Disassemble in 60 items and send the package: this is the principle of OX off-roader for developing countries. Designer is Gordon Murray, who became famous with the McLaren F1 Supercar.
What do to to be able to ship trucks more affordable in developing countries? The answer of the manufacturer’s global vehicle trust (GVT) of London: build a truck called ox, which can be put together according to the IKEA principle of 60 items. This enables a space-saving transport. Six kits packaged in cardboard boxes fit into an eleven meter long standard shipping container.
Ox “mini truck” can be assemble in twelve hours
The screwed sheets of plywood to the truck can be put together on site. The five-speed-manual transmission as the engine 2.2L four-cylinder suction diesel with 100 Horsepower and 310 nm is already integrated into the chassis, torque. The 16-inch wheels with disc brakes are given. Complex construction works are not necessary. According to GVT, three men need only 12 hours to transform the kit supplied in a package in a mobile truck.
It is surprising who hides behind the design of the ox. No less as Gordon Murray a South African engineer and former Formula 1 racing car designer who helped develop even the McLaren F1. Murray with the ox pays even a small tribute to this legendary Super sports car. Because the steering wheel is also foldable truck in the middle. It has also a pragmatic reason. The engineer thus has special requirements for right and left hand traffic so ox can be shipped all over the world.

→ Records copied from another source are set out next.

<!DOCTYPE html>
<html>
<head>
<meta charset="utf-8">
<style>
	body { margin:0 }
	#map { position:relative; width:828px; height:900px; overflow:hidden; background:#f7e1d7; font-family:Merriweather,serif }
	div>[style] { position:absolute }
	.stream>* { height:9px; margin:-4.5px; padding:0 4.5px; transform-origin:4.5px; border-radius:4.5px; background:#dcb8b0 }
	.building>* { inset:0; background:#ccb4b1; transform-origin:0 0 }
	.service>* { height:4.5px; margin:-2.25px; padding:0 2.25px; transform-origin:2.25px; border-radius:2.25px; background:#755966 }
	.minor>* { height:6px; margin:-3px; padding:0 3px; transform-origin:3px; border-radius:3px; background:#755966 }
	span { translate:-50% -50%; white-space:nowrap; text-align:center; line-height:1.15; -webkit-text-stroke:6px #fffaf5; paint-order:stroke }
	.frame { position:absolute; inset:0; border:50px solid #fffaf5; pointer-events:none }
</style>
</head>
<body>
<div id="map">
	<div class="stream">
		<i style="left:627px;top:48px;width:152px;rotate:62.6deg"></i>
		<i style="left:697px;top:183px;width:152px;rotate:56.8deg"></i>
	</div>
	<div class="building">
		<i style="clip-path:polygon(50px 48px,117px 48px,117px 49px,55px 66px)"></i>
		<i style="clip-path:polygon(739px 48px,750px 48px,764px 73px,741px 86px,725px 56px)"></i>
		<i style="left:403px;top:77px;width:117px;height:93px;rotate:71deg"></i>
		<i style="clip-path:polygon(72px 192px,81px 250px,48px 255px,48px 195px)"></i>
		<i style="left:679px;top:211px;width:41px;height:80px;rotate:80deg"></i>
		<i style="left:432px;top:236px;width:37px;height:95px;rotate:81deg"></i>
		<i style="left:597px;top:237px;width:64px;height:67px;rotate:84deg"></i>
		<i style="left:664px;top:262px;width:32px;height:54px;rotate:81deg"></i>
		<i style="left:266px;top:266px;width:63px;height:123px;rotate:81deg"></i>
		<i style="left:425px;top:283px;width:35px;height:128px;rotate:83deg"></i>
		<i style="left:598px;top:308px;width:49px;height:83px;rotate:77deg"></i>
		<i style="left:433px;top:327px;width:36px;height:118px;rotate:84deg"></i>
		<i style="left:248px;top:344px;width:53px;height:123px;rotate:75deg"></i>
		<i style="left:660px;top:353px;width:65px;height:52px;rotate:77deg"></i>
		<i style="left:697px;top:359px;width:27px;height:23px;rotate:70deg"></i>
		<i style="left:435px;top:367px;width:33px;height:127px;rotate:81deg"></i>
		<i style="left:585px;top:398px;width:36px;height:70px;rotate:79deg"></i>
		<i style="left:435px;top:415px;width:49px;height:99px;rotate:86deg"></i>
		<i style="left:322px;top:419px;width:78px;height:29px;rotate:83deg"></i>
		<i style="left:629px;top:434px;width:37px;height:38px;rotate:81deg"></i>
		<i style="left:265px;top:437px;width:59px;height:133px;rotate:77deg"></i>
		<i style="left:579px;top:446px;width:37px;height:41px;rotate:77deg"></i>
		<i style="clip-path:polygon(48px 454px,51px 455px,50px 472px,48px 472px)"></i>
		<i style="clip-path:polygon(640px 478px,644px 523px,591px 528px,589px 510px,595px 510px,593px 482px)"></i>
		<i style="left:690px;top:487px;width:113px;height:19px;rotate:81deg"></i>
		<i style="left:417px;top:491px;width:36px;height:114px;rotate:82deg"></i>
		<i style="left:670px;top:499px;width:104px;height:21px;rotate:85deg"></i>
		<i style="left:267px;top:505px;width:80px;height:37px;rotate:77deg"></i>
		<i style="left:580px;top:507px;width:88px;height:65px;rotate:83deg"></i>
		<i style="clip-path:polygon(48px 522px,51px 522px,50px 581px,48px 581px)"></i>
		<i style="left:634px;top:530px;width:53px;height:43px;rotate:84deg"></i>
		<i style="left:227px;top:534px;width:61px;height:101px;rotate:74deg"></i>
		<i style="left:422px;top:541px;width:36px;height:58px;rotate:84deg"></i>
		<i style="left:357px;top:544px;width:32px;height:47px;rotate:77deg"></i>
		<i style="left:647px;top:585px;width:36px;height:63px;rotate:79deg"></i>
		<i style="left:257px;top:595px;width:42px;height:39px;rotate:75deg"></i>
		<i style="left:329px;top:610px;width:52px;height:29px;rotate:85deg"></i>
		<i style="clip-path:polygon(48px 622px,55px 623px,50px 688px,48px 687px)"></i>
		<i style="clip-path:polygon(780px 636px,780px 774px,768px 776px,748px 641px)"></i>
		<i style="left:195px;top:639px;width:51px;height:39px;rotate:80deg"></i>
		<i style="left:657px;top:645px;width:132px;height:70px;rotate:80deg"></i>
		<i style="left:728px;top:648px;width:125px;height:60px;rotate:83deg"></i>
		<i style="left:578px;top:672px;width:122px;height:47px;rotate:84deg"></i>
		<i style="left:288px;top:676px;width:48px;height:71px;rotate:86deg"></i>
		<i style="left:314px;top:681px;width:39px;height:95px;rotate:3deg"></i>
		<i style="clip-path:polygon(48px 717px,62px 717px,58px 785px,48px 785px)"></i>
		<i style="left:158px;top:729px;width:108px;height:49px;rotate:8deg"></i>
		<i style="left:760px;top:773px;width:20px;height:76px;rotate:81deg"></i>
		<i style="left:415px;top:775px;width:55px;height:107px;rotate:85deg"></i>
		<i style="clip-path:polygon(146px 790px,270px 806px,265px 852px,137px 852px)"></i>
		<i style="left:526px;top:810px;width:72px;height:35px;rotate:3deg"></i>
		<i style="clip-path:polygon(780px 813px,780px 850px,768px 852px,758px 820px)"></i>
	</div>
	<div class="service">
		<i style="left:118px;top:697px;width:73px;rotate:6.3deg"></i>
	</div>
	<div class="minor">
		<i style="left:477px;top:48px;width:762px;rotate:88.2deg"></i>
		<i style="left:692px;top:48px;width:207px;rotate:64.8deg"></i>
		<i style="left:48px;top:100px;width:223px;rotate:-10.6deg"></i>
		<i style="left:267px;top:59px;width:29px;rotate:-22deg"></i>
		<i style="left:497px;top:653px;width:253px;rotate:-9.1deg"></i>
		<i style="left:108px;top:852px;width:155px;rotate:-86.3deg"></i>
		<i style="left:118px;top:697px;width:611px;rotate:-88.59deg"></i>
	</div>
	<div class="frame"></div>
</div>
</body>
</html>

For 13 people in the connectable truck
The 4.23 m long ox although not particularly chic looks, but practical: the 1.6 t light truck has 7000 l storage space, which is sufficient for three europallets or 13 people. He is to cope with almost any terrain.
That predestines him for transporting water, grain, fertilizer and building materials in difficult accessible areas. And if to ox once firmly in the sand, items, the backseat as sand sheets can be used. Frankly the form “follows the function simply”, Murray says the car design news online magazine. “I was always clear, that’s ugly would be at the end. “But so far no one has complained.”
And when comes to the usage of ox? This is still in the stars. So far, GVT has built prototypes with an investment of three to four million pounds. Now, the British company is looking for an investor to be able to go into mass production.